Nature des townships
Ce qu’étaient les «Townships» du Bas-Canada est bien défini dans une page du Codex historique de la maison oblate de Longueuil, écrite vers les années 1844-1845: «Quoique le Bas-Canada soit habité par les Canadiens d’origine française, lisons-nous, et par conséquent catho­liques, on ne regarde proprement que les rives du Saint-Laurent et de la rivière Chambly jusqu’à une plus ou moins grande profondeur, c’est ce qu’on appelle les Seigneuries. La terre y est concédée avec des redevances annuelles […] Tout autour, ou du moins à l’est, à l’ouest et au sud sont ce qu’on appelle les townships où la terre s’achète comme actuellement en France, sans aucune redevance. Cette partie du pays est bien moins peuplée que l’autre, et par une population-anglaise, écossaise, irlandaise et surtout anglo-américaine dans l’est, et par conséquent en majorité protestante. Quelles en furent les raisons? On prétend que l’Angleterre, par suite d’une défiance injuste à l’égard des Franco-Canadiens à qui deux fois elle a dû la conservation de cette colonie, a voulu les entourer d’une ceinture anglaise, que pour cela elle y a donné asile à des Loyalistes américains, et ensuite y a versé le surplus de sa population. Langue anglaise, religion protestante, pays monta­gneux, il n’en fallait pas tant pour en éloigner le Canadien, surtout quand il lui fallait quitter sa grande rivière qui est son orgueil et sa vie; quelques Canadiens pourtant mais en petit nombre avaient consenti à s’exiler dans les townships. Les troubles politiques de mil huit cent trente-sept joints aux années de disette en ont poussé un plus grand nombre à s’y établir. Mais malheureusement, c’était un peu tard, les Américains qui savaient qu’on pouvait y faire fortune rapidement, en avaient acheté déjà, et pour rien, toutes les terres; quelques années plus tôt on eut pu être propriétaire et indépendant, et main­tenant il faut se résigner à être esclave de tous les jours. De là le triste état des missions canadiennes des townships tant que la propagation de la foi n’a pu donner les moyens d’y pourvoir; des gens qui étaient allés chercher un morceau de pain, étaient loin de pouvoir y bâtir des églises, les orner, et fournir à l’entretien des prêtres. Mais grâce aux secours de cette admirable société, ou association, l’aspect du catholicisme a bien changé dans les townships de l’Est…»

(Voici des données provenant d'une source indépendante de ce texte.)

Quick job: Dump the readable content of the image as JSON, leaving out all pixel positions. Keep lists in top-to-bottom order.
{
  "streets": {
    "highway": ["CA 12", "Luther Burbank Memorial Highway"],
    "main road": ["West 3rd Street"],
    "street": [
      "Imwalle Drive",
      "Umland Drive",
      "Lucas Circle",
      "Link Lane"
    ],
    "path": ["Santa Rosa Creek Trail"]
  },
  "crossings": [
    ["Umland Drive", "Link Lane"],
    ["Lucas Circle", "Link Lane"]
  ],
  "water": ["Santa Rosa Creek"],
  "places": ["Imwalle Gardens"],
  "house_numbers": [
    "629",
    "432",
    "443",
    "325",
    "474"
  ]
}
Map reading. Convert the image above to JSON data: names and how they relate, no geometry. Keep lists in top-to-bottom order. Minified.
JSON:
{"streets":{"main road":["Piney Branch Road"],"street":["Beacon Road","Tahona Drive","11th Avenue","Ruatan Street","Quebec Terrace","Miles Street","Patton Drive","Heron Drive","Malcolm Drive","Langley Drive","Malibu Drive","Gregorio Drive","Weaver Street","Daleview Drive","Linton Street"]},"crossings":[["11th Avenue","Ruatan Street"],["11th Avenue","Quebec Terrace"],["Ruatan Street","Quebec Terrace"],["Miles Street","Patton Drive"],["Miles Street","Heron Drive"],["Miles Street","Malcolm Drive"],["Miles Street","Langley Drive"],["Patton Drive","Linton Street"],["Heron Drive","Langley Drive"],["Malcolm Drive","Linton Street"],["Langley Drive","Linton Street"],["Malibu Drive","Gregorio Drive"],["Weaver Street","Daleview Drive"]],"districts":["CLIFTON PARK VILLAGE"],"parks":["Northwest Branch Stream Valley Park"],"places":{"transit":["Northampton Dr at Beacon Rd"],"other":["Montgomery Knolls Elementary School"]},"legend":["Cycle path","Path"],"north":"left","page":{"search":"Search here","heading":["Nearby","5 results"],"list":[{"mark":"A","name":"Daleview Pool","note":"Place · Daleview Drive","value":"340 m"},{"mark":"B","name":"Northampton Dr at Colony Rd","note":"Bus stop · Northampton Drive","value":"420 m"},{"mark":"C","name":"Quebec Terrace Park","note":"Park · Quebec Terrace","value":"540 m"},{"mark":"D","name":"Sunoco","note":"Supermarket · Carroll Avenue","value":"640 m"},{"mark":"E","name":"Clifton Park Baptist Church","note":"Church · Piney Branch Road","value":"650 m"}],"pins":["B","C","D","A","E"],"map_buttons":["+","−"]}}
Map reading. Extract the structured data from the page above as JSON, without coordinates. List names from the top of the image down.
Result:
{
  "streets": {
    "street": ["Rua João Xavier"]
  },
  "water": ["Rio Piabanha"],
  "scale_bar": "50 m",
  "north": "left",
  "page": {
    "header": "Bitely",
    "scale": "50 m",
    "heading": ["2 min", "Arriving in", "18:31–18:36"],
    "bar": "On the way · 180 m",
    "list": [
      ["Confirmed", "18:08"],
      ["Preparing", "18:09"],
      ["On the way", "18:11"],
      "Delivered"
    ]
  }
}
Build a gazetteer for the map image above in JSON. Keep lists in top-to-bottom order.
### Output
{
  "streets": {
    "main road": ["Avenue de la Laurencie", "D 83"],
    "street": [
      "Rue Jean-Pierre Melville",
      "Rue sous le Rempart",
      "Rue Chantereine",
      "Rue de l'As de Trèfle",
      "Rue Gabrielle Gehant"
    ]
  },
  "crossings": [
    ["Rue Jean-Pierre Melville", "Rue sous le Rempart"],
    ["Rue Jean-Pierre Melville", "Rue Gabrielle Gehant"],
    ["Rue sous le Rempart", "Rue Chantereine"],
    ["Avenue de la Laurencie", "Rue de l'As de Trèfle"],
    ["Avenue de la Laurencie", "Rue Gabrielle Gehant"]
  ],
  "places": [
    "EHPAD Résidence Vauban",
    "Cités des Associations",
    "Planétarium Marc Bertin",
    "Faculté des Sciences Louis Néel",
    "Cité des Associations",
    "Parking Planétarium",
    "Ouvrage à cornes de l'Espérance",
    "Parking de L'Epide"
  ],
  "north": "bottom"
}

Les Oblats dans les «Townships»
Moins de deux mois après leur arrivée au Canada, Mgr Bourget envoie un Oblat, le père Lucien Lagier et l’abbé John MacFalvey faire une mission dans les townships. Ils arrivent jusqu’à Granby, mais reviennent malades après huit jours. En mai 1842, quatre pères prêchent une mission à Saint-Georges, paroisse nou­vellement formée non loin de Granby. Au cours de l’été, le père Honorat annonce à Mgr de Mazenod que l’évêque de Montréal veut confier aux Oblats ce ministère. Il demande un père qui parle anglais. Le père Honorat écrit entre autres, le 2 oc­tobre 1843: «Pour ces Townships qui, à ce qui me semble, devraient être notre mission de prédilection, parce que ce sont les âmes les plus abandonnées, parce que ce sont les âmes les plus abondantes après les sauvages et oves quae perierunt, il faut parler et le français et l’anglais ou plutôt il faut être deux, un qui parle français et l’autre anglais. Rien ne nous irait mieux. Oh! si vous aviez un Irlandais à nous donner tout de suite! L’œuvre est toute prête, quel bien on va faire…»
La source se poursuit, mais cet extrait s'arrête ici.